Records from a dataset
------------------------------------------------------------------------

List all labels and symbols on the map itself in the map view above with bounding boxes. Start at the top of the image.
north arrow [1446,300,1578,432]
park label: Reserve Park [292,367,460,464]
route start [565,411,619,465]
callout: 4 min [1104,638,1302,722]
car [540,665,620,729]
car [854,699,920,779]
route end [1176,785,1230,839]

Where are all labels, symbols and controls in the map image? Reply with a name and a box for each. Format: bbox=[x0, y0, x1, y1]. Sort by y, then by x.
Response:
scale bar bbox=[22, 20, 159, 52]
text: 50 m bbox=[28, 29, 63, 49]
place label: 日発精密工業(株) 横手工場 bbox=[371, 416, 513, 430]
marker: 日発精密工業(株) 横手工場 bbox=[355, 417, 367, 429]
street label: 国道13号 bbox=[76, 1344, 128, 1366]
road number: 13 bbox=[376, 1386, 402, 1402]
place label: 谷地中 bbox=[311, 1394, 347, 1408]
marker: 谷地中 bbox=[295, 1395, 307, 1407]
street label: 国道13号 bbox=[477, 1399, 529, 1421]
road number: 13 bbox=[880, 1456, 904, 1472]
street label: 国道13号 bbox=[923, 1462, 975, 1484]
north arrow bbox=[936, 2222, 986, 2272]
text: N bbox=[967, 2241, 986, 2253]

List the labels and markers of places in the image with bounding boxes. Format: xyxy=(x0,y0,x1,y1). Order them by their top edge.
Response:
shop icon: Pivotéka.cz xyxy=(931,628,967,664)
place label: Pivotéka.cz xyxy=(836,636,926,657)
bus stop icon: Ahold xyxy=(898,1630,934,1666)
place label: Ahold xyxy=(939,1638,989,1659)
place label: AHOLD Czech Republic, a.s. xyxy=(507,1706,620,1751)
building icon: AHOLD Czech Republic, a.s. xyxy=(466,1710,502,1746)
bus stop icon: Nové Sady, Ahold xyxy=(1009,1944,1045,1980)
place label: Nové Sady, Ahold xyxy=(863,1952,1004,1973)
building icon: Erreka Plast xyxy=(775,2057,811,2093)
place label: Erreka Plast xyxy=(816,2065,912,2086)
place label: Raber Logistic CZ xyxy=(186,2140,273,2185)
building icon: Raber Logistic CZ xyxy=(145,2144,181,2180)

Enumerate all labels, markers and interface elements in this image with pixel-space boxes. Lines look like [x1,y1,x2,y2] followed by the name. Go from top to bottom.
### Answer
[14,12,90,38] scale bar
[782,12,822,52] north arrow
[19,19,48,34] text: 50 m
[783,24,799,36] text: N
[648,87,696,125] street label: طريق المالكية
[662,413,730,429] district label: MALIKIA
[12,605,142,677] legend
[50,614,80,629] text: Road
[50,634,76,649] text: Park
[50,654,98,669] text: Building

------------------------------------------------------------------------

Problem to work on
Make an exact copy of the records.

Written response
List all labels and symbols on the map itself in the map view above with bounding boxes. Start at the top of the image.
north arrow [1446,300,1578,432]
park label: Reserve Park [292,367,460,464]
route start [565,411,619,465]
callout: 4 min [1104,638,1302,722]
car [540,665,620,729]
car [854,699,920,779]
route end [1176,785,1230,839]

Where are all labels, symbols and controls in the map image? Reply with a name and a box for each. Format: bbox=[x0, y0, x1, y1]. Sort by y, then by x.
Response:
scale bar bbox=[22, 20, 159, 52]
text: 50 m bbox=[28, 29, 63, 49]
place label: 日発精密工業(株) 横手工場 bbox=[371, 416, 513, 430]
marker: 日発精密工業(株) 横手工場 bbox=[355, 417, 367, 429]
street label: 国道13号 bbox=[76, 1344, 128, 1366]
road number: 13 bbox=[376, 1386, 402, 1402]
place label: 谷地中 bbox=[311, 1394, 347, 1408]
marker: 谷地中 bbox=[295, 1395, 307, 1407]
street label: 国道13号 bbox=[477, 1399, 529, 1421]
road number: 13 bbox=[880, 1456, 904, 1472]
street label: 国道13号 bbox=[923, 1462, 975, 1484]
north arrow bbox=[936, 2222, 986, 2272]
text: N bbox=[967, 2241, 986, 2253]

List the labels and markers of places in the image with bounding boxes. Format: xyxy=(x0,y0,x1,y1). Order them by their top edge.
Response:
shop icon: Pivotéka.cz xyxy=(931,628,967,664)
place label: Pivotéka.cz xyxy=(836,636,926,657)
bus stop icon: Ahold xyxy=(898,1630,934,1666)
place label: Ahold xyxy=(939,1638,989,1659)
place label: AHOLD Czech Republic, a.s. xyxy=(507,1706,620,1751)
building icon: AHOLD Czech Republic, a.s. xyxy=(466,1710,502,1746)
bus stop icon: Nové Sady, Ahold xyxy=(1009,1944,1045,1980)
place label: Nové Sady, Ahold xyxy=(863,1952,1004,1973)
building icon: Erreka Plast xyxy=(775,2057,811,2093)
place label: Erreka Plast xyxy=(816,2065,912,2086)
place label: Raber Logistic CZ xyxy=(186,2140,273,2185)
building icon: Raber Logistic CZ xyxy=(145,2144,181,2180)

Enumerate all labels, markers and interface elements in this image with pixel-space boxes. Lines look like [x1,y1,x2,y2] followed by the name. Go from top to bottom.
### Answer
[14,12,90,38] scale bar
[782,12,822,52] north arrow
[19,19,48,34] text: 50 m
[783,24,799,36] text: N
[648,87,696,125] street label: طريق المالكية
[662,413,730,429] district label: MALIKIA
[12,605,142,677] legend
[50,614,80,629] text: Road
[50,634,76,649] text: Park
[50,654,98,669] text: Building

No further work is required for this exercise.